MATERIAL FOR THIS EXERCISE:
________________________________________
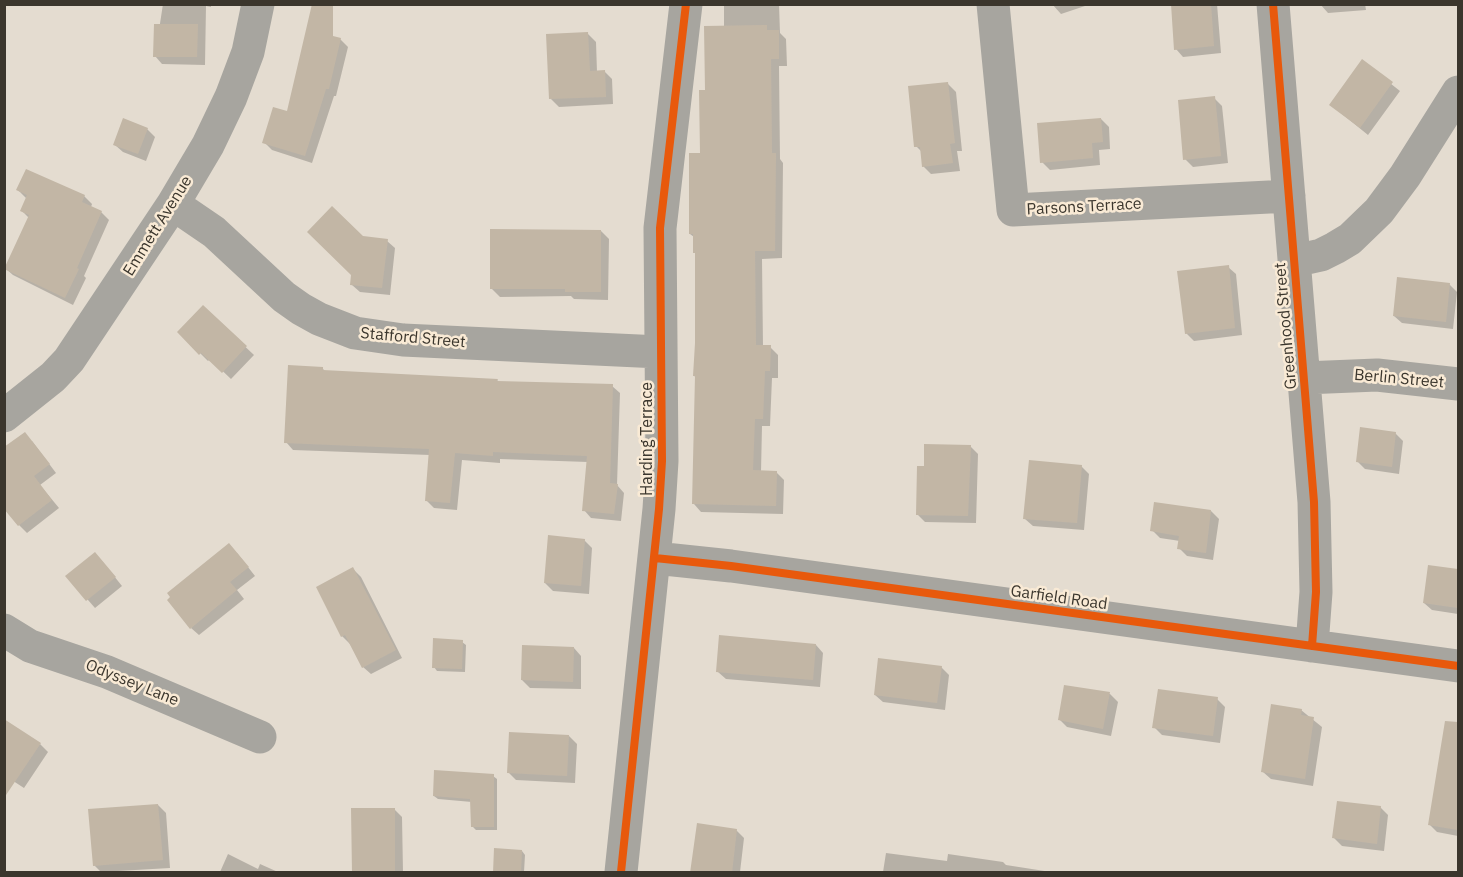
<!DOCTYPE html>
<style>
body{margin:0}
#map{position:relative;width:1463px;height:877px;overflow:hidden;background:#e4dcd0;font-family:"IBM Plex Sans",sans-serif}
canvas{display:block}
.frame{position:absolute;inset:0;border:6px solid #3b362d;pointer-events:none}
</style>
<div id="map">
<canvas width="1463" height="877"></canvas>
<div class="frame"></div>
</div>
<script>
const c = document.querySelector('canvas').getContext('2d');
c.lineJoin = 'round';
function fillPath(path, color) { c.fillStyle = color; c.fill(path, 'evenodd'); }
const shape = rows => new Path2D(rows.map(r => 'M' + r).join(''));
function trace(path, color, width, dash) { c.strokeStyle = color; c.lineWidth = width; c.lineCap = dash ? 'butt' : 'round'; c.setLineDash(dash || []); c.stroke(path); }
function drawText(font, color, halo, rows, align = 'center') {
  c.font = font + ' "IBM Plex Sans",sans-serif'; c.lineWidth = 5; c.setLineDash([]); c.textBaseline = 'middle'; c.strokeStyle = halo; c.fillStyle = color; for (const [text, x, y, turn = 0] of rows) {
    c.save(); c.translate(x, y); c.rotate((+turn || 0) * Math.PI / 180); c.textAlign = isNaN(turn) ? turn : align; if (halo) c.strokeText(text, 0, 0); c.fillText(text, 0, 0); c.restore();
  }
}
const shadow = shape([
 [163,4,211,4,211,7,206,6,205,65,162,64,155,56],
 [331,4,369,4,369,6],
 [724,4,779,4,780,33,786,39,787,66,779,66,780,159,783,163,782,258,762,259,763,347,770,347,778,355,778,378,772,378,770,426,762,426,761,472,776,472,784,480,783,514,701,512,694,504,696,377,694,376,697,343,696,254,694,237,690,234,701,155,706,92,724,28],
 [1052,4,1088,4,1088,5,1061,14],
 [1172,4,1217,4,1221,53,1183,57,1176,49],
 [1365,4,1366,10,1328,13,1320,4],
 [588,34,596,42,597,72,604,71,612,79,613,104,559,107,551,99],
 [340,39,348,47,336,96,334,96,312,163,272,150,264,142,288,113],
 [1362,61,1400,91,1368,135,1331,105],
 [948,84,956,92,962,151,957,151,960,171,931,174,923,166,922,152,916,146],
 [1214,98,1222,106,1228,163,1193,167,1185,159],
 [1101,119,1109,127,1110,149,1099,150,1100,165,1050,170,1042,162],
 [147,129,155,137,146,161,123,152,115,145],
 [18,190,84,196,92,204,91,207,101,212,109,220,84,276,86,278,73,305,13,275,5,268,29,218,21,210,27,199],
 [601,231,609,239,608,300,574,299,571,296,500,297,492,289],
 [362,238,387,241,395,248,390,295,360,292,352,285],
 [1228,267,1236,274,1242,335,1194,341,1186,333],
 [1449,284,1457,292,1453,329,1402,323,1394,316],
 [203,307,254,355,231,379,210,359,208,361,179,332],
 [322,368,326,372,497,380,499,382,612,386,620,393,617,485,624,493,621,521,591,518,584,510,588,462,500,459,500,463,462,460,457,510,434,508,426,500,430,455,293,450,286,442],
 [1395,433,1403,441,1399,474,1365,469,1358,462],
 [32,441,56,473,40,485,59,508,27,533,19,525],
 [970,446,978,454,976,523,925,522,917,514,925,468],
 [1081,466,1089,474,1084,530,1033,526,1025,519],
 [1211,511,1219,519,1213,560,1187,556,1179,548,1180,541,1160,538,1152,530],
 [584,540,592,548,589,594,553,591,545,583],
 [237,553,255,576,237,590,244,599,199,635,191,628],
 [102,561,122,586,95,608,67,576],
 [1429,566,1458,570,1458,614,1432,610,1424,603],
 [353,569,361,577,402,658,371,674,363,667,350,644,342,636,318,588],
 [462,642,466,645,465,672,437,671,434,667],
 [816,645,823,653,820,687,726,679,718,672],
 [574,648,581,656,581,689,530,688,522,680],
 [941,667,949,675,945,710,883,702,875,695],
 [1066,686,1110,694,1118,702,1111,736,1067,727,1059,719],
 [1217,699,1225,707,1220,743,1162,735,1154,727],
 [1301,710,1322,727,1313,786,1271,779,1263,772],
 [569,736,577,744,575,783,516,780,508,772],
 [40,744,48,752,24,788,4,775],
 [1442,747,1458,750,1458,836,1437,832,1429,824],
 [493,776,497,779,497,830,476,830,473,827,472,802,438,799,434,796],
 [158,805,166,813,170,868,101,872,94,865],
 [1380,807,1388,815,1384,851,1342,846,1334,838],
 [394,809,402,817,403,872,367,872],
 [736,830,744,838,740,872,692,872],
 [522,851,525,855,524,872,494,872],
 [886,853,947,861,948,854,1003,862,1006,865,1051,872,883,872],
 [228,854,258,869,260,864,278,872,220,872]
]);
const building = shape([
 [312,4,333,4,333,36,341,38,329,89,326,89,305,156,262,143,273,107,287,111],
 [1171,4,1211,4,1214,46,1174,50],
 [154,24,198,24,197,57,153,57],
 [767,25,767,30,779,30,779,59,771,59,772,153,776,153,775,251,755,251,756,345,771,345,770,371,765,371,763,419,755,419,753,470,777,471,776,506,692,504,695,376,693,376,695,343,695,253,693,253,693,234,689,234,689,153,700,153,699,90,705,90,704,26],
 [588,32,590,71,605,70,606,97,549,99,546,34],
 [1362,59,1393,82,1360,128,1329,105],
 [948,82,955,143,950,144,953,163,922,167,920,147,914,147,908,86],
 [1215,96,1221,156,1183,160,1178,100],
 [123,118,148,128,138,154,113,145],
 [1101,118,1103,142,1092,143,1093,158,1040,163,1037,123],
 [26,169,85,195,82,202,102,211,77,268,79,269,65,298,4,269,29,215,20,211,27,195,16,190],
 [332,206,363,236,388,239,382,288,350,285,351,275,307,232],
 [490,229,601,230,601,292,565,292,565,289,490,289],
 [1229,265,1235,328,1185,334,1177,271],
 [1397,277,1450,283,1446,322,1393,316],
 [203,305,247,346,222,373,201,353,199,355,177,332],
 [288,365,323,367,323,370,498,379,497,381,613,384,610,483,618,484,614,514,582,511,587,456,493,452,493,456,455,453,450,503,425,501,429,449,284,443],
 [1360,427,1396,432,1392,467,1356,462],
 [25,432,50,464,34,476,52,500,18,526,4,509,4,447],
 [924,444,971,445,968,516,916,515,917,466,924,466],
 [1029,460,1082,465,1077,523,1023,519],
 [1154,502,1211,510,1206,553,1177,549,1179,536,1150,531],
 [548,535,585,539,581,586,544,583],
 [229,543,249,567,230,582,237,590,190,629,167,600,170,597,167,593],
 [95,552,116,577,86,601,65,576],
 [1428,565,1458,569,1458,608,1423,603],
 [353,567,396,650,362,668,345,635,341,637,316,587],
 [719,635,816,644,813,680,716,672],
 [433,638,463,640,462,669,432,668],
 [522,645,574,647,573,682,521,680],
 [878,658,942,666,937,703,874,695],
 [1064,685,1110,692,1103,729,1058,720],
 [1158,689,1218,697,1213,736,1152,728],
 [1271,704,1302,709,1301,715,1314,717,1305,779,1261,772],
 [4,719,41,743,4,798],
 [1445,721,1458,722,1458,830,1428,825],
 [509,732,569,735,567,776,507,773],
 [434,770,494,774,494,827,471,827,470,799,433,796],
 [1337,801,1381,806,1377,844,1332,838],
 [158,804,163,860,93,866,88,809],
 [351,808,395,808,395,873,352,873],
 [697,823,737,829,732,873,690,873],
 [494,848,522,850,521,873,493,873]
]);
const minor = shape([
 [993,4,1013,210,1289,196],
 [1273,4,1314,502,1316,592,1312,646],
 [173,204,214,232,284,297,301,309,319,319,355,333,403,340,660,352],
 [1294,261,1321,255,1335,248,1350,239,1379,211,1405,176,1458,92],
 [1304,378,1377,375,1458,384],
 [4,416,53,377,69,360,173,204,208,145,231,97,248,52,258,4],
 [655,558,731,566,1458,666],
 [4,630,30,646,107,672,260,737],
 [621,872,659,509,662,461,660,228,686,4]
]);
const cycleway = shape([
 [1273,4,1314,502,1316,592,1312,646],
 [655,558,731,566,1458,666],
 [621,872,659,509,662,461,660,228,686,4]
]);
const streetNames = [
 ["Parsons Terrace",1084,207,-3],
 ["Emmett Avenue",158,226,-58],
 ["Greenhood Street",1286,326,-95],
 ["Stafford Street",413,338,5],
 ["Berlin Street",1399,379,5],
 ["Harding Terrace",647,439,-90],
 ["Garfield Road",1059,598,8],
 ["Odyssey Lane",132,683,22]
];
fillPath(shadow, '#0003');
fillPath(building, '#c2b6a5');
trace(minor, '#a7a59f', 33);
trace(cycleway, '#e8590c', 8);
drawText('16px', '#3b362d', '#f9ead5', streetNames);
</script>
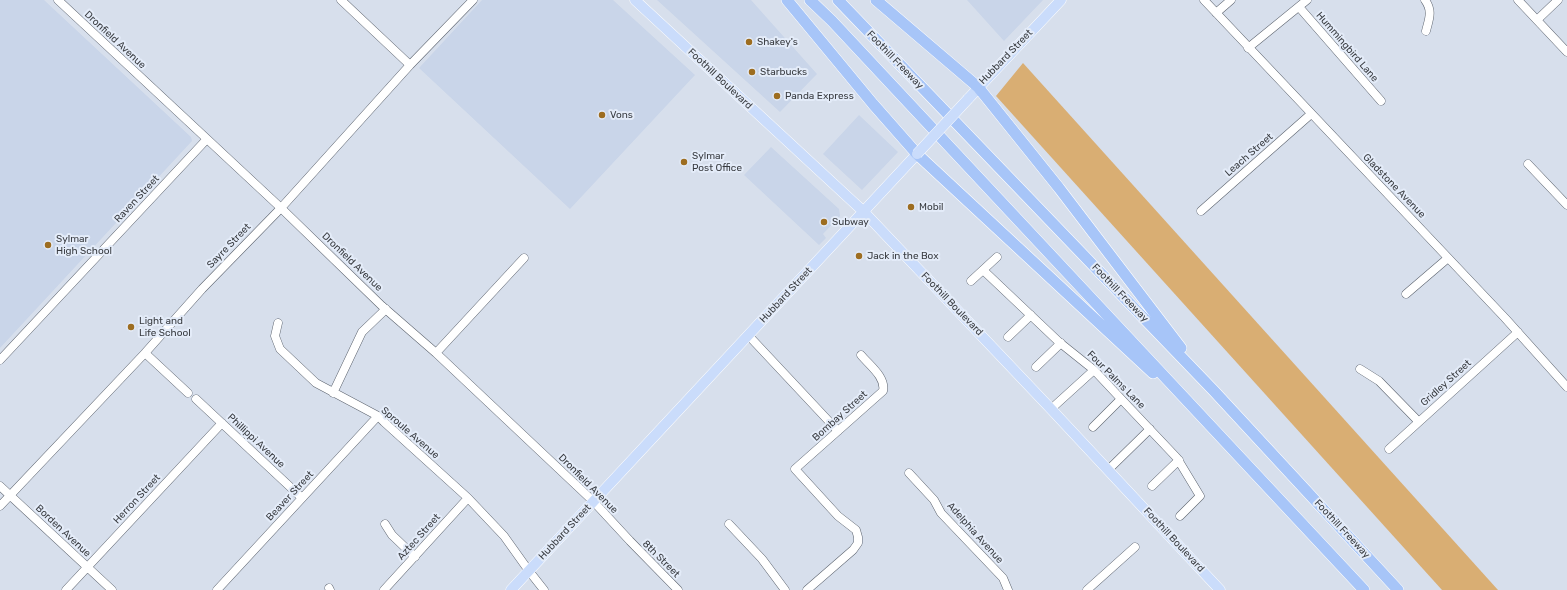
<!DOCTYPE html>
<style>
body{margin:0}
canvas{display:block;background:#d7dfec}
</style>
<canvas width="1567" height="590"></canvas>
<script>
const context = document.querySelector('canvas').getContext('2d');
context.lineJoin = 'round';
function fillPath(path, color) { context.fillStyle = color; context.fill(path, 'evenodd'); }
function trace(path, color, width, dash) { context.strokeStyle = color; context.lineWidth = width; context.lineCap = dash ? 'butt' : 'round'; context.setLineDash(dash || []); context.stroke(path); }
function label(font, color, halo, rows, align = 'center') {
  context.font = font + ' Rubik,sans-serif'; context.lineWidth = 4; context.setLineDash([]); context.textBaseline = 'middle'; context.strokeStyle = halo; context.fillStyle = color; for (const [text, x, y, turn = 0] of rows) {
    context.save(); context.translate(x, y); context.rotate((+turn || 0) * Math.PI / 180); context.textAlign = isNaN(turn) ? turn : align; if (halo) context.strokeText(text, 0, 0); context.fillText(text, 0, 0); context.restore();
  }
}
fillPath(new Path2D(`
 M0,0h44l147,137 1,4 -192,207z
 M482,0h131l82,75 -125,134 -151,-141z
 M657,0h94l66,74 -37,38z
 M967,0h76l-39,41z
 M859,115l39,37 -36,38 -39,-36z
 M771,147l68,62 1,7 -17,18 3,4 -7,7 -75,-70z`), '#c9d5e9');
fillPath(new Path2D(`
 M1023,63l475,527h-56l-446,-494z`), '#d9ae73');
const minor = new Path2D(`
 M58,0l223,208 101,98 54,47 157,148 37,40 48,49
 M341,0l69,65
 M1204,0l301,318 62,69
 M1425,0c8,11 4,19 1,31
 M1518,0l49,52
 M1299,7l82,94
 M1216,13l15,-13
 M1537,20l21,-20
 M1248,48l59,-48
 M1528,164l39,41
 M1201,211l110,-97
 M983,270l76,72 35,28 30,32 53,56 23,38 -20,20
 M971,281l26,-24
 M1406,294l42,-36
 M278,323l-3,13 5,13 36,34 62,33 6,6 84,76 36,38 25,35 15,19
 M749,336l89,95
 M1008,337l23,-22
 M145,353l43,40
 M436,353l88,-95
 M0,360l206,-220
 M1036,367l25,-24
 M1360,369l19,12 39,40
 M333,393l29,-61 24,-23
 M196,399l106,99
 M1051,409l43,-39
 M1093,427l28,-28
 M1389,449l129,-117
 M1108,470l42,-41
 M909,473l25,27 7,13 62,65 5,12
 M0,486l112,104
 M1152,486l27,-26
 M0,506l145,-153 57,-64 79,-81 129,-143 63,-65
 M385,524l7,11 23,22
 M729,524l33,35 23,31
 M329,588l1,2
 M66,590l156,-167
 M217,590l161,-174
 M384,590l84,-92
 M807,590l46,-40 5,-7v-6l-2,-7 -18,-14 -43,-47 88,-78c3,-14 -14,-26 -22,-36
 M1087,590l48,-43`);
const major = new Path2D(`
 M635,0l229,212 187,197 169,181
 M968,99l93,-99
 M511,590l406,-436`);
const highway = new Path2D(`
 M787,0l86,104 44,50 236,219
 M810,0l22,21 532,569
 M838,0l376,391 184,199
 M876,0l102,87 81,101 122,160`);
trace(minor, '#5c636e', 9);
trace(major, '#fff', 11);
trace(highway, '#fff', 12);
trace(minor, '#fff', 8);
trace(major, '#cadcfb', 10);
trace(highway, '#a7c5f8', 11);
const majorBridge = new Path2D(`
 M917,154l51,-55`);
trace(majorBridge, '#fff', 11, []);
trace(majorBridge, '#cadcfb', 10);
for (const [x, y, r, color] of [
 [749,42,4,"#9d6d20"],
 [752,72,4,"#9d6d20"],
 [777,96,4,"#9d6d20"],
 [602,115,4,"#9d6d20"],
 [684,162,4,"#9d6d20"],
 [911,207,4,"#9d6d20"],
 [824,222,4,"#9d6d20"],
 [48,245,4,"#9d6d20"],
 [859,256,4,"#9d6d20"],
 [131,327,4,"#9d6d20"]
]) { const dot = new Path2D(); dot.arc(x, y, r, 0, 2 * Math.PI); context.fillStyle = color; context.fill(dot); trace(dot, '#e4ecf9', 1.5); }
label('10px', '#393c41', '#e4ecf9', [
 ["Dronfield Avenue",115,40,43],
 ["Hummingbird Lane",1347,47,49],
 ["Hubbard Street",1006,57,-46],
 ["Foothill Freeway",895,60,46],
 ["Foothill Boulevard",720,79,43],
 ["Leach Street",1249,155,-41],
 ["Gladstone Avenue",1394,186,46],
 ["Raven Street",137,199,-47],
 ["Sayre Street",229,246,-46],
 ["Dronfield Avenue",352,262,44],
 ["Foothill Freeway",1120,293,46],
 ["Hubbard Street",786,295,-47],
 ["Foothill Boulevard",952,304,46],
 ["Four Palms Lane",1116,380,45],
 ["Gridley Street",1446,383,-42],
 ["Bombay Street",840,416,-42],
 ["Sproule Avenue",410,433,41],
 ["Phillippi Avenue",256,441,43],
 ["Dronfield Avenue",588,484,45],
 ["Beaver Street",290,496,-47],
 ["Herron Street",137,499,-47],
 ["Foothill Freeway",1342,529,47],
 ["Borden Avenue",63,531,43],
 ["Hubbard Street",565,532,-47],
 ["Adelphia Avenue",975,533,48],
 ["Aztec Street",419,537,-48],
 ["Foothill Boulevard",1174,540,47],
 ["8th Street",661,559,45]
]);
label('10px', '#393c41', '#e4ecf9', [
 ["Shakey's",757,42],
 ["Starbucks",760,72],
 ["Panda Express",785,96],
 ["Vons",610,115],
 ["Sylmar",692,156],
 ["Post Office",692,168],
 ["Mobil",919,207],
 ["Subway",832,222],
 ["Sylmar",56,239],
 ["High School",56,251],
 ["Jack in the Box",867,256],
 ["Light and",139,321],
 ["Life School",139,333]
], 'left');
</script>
________________________________________
ACTION ITEM:
Looking at each line of the material above, tally those that hold the string "align" and give only the total.

OUTPUT BELOW:
4